**Saved data entries**
------------------------
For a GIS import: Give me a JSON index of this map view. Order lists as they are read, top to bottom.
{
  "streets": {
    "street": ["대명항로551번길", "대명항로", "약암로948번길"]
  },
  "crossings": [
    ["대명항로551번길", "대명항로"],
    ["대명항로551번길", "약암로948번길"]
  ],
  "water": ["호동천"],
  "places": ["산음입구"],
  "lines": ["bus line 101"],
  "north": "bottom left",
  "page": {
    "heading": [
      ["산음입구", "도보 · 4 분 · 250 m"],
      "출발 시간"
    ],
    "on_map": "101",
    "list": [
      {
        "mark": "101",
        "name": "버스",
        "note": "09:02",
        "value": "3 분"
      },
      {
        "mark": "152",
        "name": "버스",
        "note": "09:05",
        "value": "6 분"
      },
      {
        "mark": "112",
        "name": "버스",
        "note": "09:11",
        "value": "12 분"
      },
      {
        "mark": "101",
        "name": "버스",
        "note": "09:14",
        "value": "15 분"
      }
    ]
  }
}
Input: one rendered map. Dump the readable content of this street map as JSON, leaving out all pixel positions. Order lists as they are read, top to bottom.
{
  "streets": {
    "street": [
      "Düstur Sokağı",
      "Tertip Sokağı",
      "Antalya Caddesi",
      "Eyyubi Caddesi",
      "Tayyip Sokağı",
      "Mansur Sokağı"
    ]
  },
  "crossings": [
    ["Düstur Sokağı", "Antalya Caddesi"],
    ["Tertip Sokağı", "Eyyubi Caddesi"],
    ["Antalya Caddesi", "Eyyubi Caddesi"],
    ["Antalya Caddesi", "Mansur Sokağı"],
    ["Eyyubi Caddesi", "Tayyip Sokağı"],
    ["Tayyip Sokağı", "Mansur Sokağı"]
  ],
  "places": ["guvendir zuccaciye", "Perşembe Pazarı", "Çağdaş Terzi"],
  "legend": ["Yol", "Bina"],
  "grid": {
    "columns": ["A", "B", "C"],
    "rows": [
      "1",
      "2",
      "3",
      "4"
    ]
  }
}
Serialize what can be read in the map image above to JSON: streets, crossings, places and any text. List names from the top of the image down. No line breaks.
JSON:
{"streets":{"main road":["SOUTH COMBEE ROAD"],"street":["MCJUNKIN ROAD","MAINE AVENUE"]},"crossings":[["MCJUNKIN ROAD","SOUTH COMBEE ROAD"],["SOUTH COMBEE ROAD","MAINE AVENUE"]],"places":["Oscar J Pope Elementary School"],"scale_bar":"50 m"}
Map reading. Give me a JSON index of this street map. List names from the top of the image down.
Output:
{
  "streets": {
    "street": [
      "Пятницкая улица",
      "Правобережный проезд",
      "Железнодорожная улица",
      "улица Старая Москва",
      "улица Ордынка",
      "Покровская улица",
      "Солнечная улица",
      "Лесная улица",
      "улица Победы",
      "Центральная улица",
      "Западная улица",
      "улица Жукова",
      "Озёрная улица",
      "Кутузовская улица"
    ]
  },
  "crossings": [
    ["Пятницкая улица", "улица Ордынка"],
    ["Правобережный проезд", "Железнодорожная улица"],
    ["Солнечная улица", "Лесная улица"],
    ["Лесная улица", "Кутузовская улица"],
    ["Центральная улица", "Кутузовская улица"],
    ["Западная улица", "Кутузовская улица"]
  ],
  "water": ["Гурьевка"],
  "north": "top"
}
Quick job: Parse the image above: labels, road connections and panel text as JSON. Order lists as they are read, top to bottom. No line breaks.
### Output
------------------------
**Task**
Every entry, from first to last, is to be reproduced exactly.

**Exercise output**
For a GIS import: Give me a JSON index of this map view. Order lists as they are read, top to bottom.
{
  "streets": {
    "street": ["대명항로551번길", "대명항로", "약암로948번길"]
  },
  "crossings": [
    ["대명항로551번길", "대명항로"],
    ["대명항로551번길", "약암로948번길"]
  ],
  "water": ["호동천"],
  "places": ["산음입구"],
  "lines": ["bus line 101"],
  "north": "bottom left",
  "page": {
    "heading": [
      ["산음입구", "도보 · 4 분 · 250 m"],
      "출발 시간"
    ],
    "on_map": "101",
    "list": [
      {
        "mark": "101",
        "name": "버스",
        "note": "09:02",
        "value": "3 분"
      },
      {
        "mark": "152",
        "name": "버스",
        "note": "09:05",
        "value": "6 분"
      },
      {
        "mark": "112",
        "name": "버스",
        "note": "09:11",
        "value": "12 분"
      },
      {
        "mark": "101",
        "name": "버스",
        "note": "09:14",
        "value": "15 분"
      }
    ]
  }
}
Input: one rendered map. Dump the readable content of this street map as JSON, leaving out all pixel positions. Order lists as they are read, top to bottom.
{
  "streets": {
    "street": [
      "Düstur Sokağı",
      "Tertip Sokağı",
      "Antalya Caddesi",
      "Eyyubi Caddesi",
      "Tayyip Sokağı",
      "Mansur Sokağı"
    ]
  },
  "crossings": [
    ["Düstur Sokağı", "Antalya Caddesi"],
    ["Tertip Sokağı", "Eyyubi Caddesi"],
    ["Antalya Caddesi", "Eyyubi Caddesi"],
    ["Antalya Caddesi", "Mansur Sokağı"],
    ["Eyyubi Caddesi", "Tayyip Sokağı"],
    ["Tayyip Sokağı", "Mansur Sokağı"]
  ],
  "places": ["guvendir zuccaciye", "Perşembe Pazarı", "Çağdaş Terzi"],
  "legend": ["Yol", "Bina"],
  "grid": {
    "columns": ["A", "B", "C"],
    "rows": [
      "1",
      "2",
      "3",
      "4"
    ]
  }
}
Serialize what can be read in the map image above to JSON: streets, crossings, places and any text. List names from the top of the image down. No line breaks.
JSON:
{"streets":{"main road":["SOUTH COMBEE ROAD"],"street":["MCJUNKIN ROAD","MAINE AVENUE"]},"crossings":[["MCJUNKIN ROAD","SOUTH COMBEE ROAD"],["SOUTH COMBEE ROAD","MAINE AVENUE"]],"places":["Oscar J Pope Elementary School"],"scale_bar":"50 m"}
Map reading. Give me a JSON index of this street map. List names from the top of the image down.
Output:
{
  "streets": {
    "street": [
      "Пятницкая улица",
      "Правобережный проезд",
      "Железнодорожная улица",
      "улица Старая Москва",
      "улица Ордынка",
      "Покровская улица",
      "Солнечная улица",
      "Лесная улица",
      "улица Победы",
      "Центральная улица",
      "Западная улица",
      "улица Жукова",
      "Озёрная улица",
      "Кутузовская улица"
    ]
  },
  "crossings": [
    ["Пятницкая улица", "улица Ордынка"],
    ["Правобережный проезд", "Железнодорожная улица"],
    ["Солнечная улица", "Лесная улица"],
    ["Лесная улица", "Кутузовская улица"],
    ["Центральная улица", "Кутузовская улица"],
    ["Западная улица", "Кутузовская улица"]
  ],
  "water": ["Гурьевка"],
  "north": "top"
}
Quick job: Parse the image above: labels, road connections and panel text as JSON. Order lists as they are read, top to bottom. No line breaks.
### Output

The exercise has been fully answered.